• **Description of the task**
Everything in the listing below must be duplicated exactly.

*** Given data Section Begins ***

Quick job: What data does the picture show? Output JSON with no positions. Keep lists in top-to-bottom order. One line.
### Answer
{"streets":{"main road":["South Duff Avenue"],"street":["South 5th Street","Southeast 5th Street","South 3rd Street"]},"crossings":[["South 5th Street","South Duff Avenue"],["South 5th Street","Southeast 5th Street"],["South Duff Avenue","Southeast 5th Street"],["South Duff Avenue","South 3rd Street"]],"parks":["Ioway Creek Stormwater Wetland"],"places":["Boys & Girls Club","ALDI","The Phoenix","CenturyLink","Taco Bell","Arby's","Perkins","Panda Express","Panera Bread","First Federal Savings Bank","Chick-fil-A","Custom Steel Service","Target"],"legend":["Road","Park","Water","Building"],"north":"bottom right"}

*** Given data Section Ends ***

• **Result of this task**
Quick job: What data does the picture show? Output JSON with no positions. Keep lists in top-to-bottom order. One line.
### Answer
{"streets":{"main road":["South Duff Avenue"],"street":["South 5th Street","Southeast 5th Street","South 3rd Street"]},"crossings":[["South 5th Street","South Duff Avenue"],["South 5th Street","Southeast 5th Street"],["South Duff Avenue","Southeast 5th Street"],["South Duff Avenue","South 3rd Street"]],"parks":["Ioway Creek Stormwater Wetland"],"places":["Boys & Girls Club","ALDI","The Phoenix","CenturyLink","Taco Bell","Arby's","Perkins","Panda Express","Panera Bread","First Federal Savings Bank","Chick-fil-A","Custom Steel Service","Target"],"legend":["Road","Park","Water","Building"],"north":"bottom right"}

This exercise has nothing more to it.